I'm sorry, but this is the only system I've ever used with frequent, long pauses for gc. The only one.

And I'm hardly the only person who rejects Racket because of this. That the IDE is unusable because of bad GC is well known. And yet the IDE IS the system. It's not worth using without the IDE.

If you're saying that the IDE some part of its design is so bad that NO gc could keep up with it, then you're saying something amazing - in which case you should replace it by a design by a competent programmer. This is a problem that literally no one else has. And no one has seen frequent long gc pauses in other systems for decades.

Also, if they used the write barrier to make the gc generational, but not to make it incremental or parallel, then I guess they used it to solve the wrong problem - either that or it's badly tuned.

If your attitude toward serious problems is to deny them, then by the time you realize that you don't have a choice, there will be no one around who knows HOW to solve them.

And no one has seen frequent

And no one has seen frequent long gc pauses in other systems for decades.

This is a pretty remarkable statement. In reality, GC pauses are a major issue on every garbage-collected VM, ranging from large HotSpot server systems to Android.

I think this discussion has exhausted its usefulness.

It was never useful, you never made it useful

But I've never run used a program that has a long pause frequently.
Sure, some systems have to do major collections occasionally. But this is ridiculous.
[edit] I will also add that the other systems have this problem as you say, and they've all found much better solutions to it than you have. Because no one else has ever written an editor that can't scroll because of gc.

Let me add that no one else has an editor where it can stop for gc in the middle of typing and be gone for 15 seconds. Really, you think your system is acceptably tuned? Really?

Let me add that one of my favorite programmer's editors (JEdit) is written in pure java.

I've run it on windows, I've run it on unix installed on an android device without much memory. Never had a problem with garbage collection. Never had a problem with large files. Even on a slow arm processor.

Open office is also in Java, also no problems.

Eclipse a full IDE, also java. Acceptable no matter what version of java you run it in, GNU or Oracle - and let me add that I've run that both ways on an arm processor without much memory.

Some versions of Microsoft office are probably written in .net. No problems with gc and scrolling or editing or searching..

Ok, visual studio 2010, written in winforms is a bit on the unacceptably slow side, but pauses for GC while editing aren't the problem... Editors built on IDEA are in java and also a bit heavy and slow, but still no long pauses for gc while doing basic editing.
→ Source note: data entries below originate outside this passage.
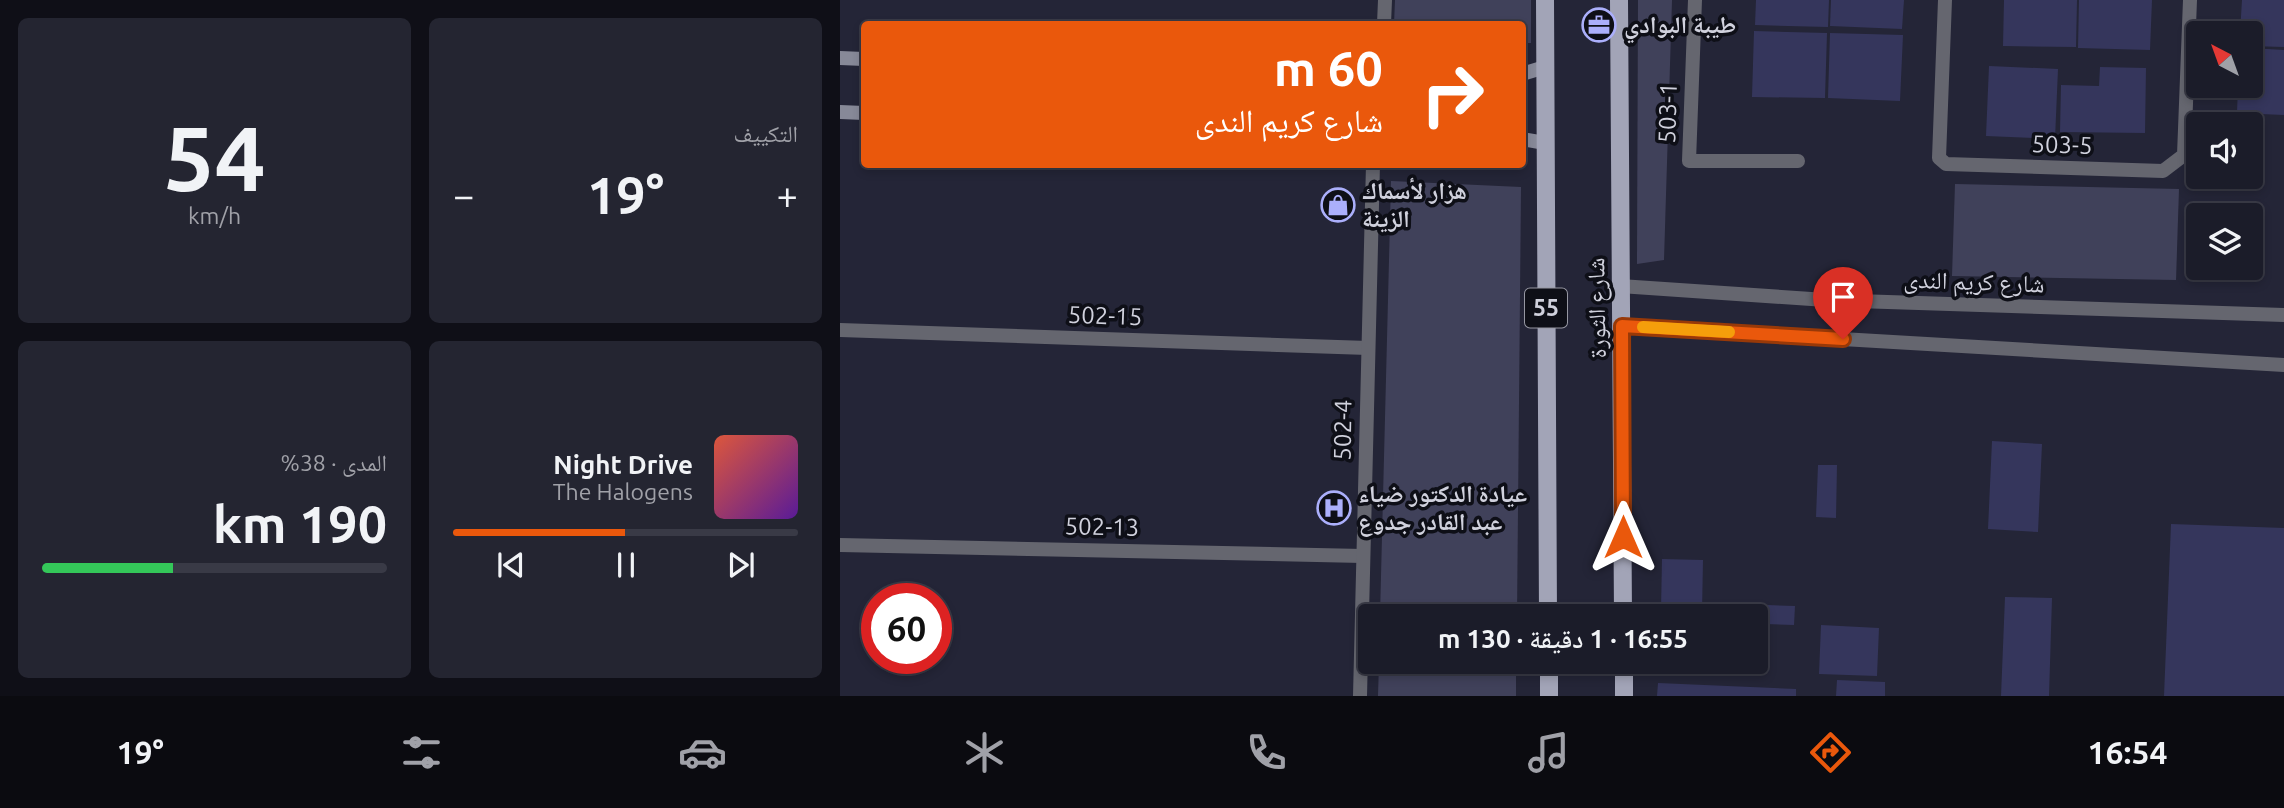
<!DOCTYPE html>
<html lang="ar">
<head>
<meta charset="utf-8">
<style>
	body { margin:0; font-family:Ubuntu,"Noto Naskh Arabic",sans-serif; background:#242531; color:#f1f3f6; direction:rtl; height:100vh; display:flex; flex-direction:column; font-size:26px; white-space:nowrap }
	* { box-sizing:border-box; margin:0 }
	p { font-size:23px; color:#a0a1a8 }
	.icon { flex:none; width:38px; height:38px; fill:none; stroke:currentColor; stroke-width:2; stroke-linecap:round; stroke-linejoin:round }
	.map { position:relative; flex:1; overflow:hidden; direction:ltr }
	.drawer { display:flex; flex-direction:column; gap:18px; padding:18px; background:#0f0f17; width:840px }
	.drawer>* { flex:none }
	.guide { position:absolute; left:21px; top:21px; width:665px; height:147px; border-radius:7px; box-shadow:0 4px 10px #0003,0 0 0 2px #393a46; direction:rtl; background:#ea580c; color:#fff; overflow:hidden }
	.needle { width:46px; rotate:319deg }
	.tools { position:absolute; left:1346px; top:21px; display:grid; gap:14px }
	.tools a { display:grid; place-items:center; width:77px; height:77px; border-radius:7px; background:#1b1c29; box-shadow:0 4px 10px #0003,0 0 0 2px #393a46; font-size:35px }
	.speed { position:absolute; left:21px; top:583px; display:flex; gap:14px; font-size:35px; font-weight:700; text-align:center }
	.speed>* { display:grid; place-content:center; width:91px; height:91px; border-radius:50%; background:#1b1c29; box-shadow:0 4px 10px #0003,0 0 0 2px #393a46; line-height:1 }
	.speed .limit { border:10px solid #d22; background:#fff; color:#111 }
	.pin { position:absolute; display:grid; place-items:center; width:60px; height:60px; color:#fff; margin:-72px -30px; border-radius:50% 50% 50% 0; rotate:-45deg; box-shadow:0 0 7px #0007 }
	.pin .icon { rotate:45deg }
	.me { position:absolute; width:77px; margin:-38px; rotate:0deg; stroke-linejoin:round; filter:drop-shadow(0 0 5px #0008) }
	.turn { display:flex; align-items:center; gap:24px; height:147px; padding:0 28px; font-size:32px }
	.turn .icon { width:91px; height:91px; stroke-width:2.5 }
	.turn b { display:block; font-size:49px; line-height:60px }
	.big { font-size:52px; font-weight:600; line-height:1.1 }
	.drawer .widget { flex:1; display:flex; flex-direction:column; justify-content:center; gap:10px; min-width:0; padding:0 24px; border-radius:10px; background:#242531 }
	.drawer .dial { align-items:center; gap:0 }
	.dial b { font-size:91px; line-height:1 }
	.song { display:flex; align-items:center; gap:21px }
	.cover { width:84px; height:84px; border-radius:10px; background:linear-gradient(135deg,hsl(10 70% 55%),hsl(270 70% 35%)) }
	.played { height:7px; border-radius:4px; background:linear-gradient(90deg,#ea580c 50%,#393a46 50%) }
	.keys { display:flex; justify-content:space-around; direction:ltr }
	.heat { display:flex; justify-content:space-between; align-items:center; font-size:38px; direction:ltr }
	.charge { height:10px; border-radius:5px; background:linear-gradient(90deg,#34c759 38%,#393a46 0) }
	.drawer .tiles { flex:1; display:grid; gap:18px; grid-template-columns:repeat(2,1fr) }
	.trip { position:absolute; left:518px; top:604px; width:410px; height:70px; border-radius:7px; background:#1b1c29; box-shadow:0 4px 10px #0003,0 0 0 2px #393a46; font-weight:600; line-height:70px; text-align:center; direction:rtl }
	.tabs { display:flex; height:112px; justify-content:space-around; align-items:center; background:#0b0b10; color:#a0a1a8 }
	.tabs .icon { width:49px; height:49px }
	.tabs .current { color:#ea580c }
	.tabs b { font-size:32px; color:#f1f3f6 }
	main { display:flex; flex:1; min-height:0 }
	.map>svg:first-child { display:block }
	.green { fill:#40415a }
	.building { fill:#35365c }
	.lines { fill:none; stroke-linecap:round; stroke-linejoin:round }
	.street { stroke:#65666f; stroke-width:14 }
	.secondary { stroke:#878998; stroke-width:14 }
	.primary { stroke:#a2a4b7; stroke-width:18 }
	.route-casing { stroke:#983908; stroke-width:18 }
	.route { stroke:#ea580c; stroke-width:12 }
	.slow { stroke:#f59e0b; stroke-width:12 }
	.labels { text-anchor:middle; stroke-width:7; stroke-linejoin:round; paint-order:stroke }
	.shield { fill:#0e0f17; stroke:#9697a2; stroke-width:2 }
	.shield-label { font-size:23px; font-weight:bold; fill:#d0d1dd }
	.poi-label { font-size:24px; font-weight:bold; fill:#d0d1dd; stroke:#0e0f17; text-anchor:start }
	.street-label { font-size:24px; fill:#d0d1dd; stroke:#0e0f17 }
</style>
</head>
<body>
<main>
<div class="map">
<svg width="1444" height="696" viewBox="0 0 1444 696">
	<rect width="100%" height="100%" fill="#242537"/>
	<g class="green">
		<polygon points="555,0 691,0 691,43 683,43 682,24 554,24"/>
		<polygon points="798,0 832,0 824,260 797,264"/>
		<polygon points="551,181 681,187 677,616 540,616"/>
		<polygon points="1115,184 1339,189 1336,280 1112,276"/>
		<polygon points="539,662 676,662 676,696 538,696"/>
	</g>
	<g class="building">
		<polygon points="916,0 989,0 988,27 915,25"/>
		<polygon points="991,0 1064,0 1062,29 990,26"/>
		<polygon points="1164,0 1237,0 1236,47 1163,46"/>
		<polygon points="1239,0 1312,0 1310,50 1238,48"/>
		<polygon points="1402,0 1444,0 1444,47 1410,46 1410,33 1400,33"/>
		<polygon points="914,31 987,33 985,98 912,97"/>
		<polygon points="990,33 1063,35 1060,101 988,98"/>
		<polygon points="1410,48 1444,50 1444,115 1397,113 1398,86 1410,86"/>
		<polygon points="1149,66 1218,69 1215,139 1146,136"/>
		<polygon points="1260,67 1306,68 1305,133 1220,132 1221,85 1259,86"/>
		<polygon points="1152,441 1202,444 1198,532 1148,529"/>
		<polygon points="978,465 997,465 996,518 976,517"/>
		<polygon points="1331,524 1444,528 1444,696 1324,696"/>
		<polygon points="822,559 863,560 862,612 821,610"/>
		<polygon points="1165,597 1212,598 1209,696 1161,696"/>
		<polygon points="927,605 955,606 954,625 925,624"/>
		<polygon points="981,625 1039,628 1037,676 979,674"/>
		<polygon points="997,680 1045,682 1045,696 996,696"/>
		<polygon points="818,683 956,689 956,696 817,696"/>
	</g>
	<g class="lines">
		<g class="street">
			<polyline points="855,0 849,161 958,161"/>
			<polyline points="1105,0 1099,158 1106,164 1323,171 1344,155 1350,0"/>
			<polyline points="544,24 545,0"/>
			<polyline points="780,286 986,300 1444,315"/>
			<polyline points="782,326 1444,365"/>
			<polyline points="0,330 528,348"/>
			<polyline points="0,545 523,556"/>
			<polyline points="520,696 533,164"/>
		</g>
		<g class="secondary">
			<polyline points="0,58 24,59"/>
			<polyline points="682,74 705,67"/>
			<polyline points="0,112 24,113"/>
			<polyline points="682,139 705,143"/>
		</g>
		<g class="primary">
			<polyline points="705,0 708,616"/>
			<polyline points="779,0 783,616"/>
			<polyline points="709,662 709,696"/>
			<polyline points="784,662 784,696"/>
		</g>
	</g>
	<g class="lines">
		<defs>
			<polyline id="route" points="783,537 782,326 1003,339"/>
		</defs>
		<use href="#route" class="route-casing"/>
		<use href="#route" class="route"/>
		<polyline class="slow" points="803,327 889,332"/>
	</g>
	<defs>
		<symbol id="office-ring" viewBox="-11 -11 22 22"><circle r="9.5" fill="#0e0f17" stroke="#abaffb" stroke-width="1.5"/><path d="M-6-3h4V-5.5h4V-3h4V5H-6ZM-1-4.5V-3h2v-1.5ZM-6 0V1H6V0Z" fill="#abaffb"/></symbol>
		<symbol id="shop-ring" viewBox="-11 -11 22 22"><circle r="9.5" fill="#0e0f17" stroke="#abaffb" stroke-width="1.5"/><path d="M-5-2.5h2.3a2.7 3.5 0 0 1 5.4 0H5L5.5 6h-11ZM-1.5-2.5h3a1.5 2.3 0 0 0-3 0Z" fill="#abaffb"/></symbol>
		<symbol id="hospital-ring" viewBox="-11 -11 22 22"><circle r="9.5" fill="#0e0f17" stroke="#abaffb" stroke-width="1.5"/><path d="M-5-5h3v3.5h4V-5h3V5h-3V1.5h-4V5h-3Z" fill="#abaffb"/></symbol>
	</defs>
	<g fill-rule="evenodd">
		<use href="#office-ring" x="740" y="6" width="38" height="38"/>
		<use href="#shop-ring" x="479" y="186" width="38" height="38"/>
		<use href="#hospital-ring" x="475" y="489" width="38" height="38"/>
	</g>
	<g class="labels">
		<rect class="shield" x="685" y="288.5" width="42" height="39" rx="5"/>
		<g class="shield-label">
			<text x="706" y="316">55</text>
		</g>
		<g class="poi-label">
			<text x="784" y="33">طيبة البوادي</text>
			<text x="522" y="199">هزار لأسماك<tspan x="522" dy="28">الزينة</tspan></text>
			<text x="518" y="502">عيادة الدكتور ضياء<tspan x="518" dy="28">عبد القادر جدوع</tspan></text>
		</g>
		<g class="street-label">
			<text transform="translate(828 113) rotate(-88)" y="8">503-1</text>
			<text transform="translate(1222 145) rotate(2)" y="8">503-5</text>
			<text transform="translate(1134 282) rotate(2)" y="8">شارع كريم الندى</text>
			<text transform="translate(757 308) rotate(-91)" y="8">شارع الثورة</text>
			<text transform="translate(265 316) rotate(2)" y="8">502-15</text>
			<text transform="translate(503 430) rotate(-89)" y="8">502-4</text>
			<text transform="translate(262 527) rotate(1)" y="8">502-13</text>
		</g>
	</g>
</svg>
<div class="tools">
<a><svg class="needle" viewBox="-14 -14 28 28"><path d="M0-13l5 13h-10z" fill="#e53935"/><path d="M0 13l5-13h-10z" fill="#a0a1a8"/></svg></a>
<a><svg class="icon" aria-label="sound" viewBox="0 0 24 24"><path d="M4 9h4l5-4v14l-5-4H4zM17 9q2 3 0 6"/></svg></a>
<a><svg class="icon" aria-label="layers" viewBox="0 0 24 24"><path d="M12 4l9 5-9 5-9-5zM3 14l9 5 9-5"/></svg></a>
</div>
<div class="speed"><div class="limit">60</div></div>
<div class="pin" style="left:1003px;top:339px;background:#d93025"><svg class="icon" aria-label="arrive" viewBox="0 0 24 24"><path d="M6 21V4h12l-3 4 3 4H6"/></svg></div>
<svg class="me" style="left:783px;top:537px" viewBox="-20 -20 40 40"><path d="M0-17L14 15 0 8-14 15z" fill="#ea580c" stroke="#fff" stroke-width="4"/></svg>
<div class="trip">16:55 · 1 دقيقة · 130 m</div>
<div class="guide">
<div class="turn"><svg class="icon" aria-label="right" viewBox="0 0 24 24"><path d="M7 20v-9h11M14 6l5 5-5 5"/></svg><div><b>60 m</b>شارع كريم الندى</div></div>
</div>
</div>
<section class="drawer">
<div class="tiles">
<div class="widget"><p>التكييف</p>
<div class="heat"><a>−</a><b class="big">19°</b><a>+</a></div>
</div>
<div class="widget dial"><b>54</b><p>km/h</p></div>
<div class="widget">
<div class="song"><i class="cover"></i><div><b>Night Drive</b><p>The Halogens</p></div></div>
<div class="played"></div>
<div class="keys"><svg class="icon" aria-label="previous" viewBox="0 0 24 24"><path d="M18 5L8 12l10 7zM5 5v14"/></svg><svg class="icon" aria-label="pause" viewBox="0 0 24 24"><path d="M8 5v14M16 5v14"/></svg><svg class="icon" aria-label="next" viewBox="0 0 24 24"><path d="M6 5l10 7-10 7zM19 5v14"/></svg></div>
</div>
<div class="widget"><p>المدى · 38%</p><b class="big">190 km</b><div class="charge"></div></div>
</div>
</section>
</main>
<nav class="tabs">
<b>16:54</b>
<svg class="icon current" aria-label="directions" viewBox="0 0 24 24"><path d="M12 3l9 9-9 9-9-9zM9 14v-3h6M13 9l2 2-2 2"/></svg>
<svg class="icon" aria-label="music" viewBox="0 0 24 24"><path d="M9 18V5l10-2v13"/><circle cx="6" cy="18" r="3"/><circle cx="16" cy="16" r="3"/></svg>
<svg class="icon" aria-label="phone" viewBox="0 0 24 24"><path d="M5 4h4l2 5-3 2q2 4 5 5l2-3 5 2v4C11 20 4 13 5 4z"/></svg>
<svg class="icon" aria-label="climate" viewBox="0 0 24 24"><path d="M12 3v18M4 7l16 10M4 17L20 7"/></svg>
<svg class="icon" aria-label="car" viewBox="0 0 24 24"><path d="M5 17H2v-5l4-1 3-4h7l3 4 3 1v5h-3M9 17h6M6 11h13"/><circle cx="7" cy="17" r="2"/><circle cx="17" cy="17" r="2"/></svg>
<svg class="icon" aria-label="filters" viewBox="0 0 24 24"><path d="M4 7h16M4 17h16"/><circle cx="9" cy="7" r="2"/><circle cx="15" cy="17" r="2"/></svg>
<b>19°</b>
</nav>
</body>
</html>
XMaxima displays equations in full mathematical format, it's written in TCL/TK - it runs a lot better than the PLT ide

I think you have to go to an editor written in Javascript running in a browser to find something as slow and pausing as Racket. And you might have to have multiple pages open in the browser to get that bad.

Probably a GUI problem

The problem probably is the GUI library, not the GC. In the past, Java AWT and Swing used to have strange pauses while Eclipse SWT would run very nicely in the same Java VM.

Macros?

What's wrong with the macro system? Just learned it, seems nice.